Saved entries
--- START ---

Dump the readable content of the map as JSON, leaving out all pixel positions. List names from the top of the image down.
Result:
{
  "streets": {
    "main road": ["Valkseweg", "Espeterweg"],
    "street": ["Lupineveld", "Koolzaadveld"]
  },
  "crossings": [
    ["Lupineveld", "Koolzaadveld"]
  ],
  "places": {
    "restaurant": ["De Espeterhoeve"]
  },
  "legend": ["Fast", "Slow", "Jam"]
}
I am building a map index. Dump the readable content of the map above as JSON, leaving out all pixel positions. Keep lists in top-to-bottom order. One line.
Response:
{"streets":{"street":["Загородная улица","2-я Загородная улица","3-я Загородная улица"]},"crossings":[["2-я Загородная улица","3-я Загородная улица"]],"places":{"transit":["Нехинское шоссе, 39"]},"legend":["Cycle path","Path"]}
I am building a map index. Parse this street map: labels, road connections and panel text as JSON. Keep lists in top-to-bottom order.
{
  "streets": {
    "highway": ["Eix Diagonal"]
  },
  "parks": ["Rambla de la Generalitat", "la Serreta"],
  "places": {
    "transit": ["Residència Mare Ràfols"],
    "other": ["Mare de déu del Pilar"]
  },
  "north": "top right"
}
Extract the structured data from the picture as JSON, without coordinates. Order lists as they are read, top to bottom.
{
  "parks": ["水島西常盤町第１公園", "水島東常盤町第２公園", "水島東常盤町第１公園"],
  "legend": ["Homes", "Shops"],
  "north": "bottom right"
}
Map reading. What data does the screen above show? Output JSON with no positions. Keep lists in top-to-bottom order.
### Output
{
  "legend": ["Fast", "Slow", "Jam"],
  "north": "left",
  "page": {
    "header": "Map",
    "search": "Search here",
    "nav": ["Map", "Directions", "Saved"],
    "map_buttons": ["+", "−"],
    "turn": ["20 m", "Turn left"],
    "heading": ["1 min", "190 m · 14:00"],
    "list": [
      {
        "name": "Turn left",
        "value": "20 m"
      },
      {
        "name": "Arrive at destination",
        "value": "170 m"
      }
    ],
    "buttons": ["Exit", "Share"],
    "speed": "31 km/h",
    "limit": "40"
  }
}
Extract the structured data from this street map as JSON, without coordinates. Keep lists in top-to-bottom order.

--- END ---

Going line by line, copy the data above exactly.

Dump the readable content of the map as JSON, leaving out all pixel positions. List names from the top of the image down.
Result:
{
  "streets": {
    "main road": ["Valkseweg", "Espeterweg"],
    "street": ["Lupineveld", "Koolzaadveld"]
  },
  "crossings": [
    ["Lupineveld", "Koolzaadveld"]
  ],
  "places": {
    "restaurant": ["De Espeterhoeve"]
  },
  "legend": ["Fast", "Slow", "Jam"]
}
I am building a map index. Dump the readable content of the map above as JSON, leaving out all pixel positions. Keep lists in top-to-bottom order. One line.
Response:
{"streets":{"street":["Загородная улица","2-я Загородная улица","3-я Загородная улица"]},"crossings":[["2-я Загородная улица","3-я Загородная улица"]],"places":{"transit":["Нехинское шоссе, 39"]},"legend":["Cycle path","Path"]}
I am building a map index. Parse this street map: labels, road connections and panel text as JSON. Keep lists in top-to-bottom order.
{
  "streets": {
    "highway": ["Eix Diagonal"]
  },
  "parks": ["Rambla de la Generalitat", "la Serreta"],
  "places": {
    "transit": ["Residència Mare Ràfols"],
    "other": ["Mare de déu del Pilar"]
  },
  "north": "top right"
}
Extract the structured data from the picture as JSON, without coordinates. Order lists as they are read, top to bottom.
{
  "parks": ["水島西常盤町第１公園", "水島東常盤町第２公園", "水島東常盤町第１公園"],
  "legend": ["Homes", "Shops"],
  "north": "bottom right"
}
Map reading. What data does the screen above show? Output JSON with no positions. Keep lists in top-to-bottom order.
### Output
{
  "legend": ["Fast", "Slow", "Jam"],
  "north": "left",
  "page": {
    "header": "Map",
    "search": "Search here",
    "nav": ["Map", "Directions", "Saved"],
    "map_buttons": ["+", "−"],
    "turn": ["20 m", "Turn left"],
    "heading": ["1 min", "190 m · 14:00"],
    "list": [
      {
        "name": "Turn left",
        "value": "20 m"
      },
      {
        "name": "Arrive at destination",
        "value": "170 m"
      }
    ],
    "buttons": ["Exit", "Share"],
    "speed": "31 km/h",
    "limit": "40"
  }
}
Extract the structured data from this street map as JSON, without coordinates. Keep lists in top-to-bottom order.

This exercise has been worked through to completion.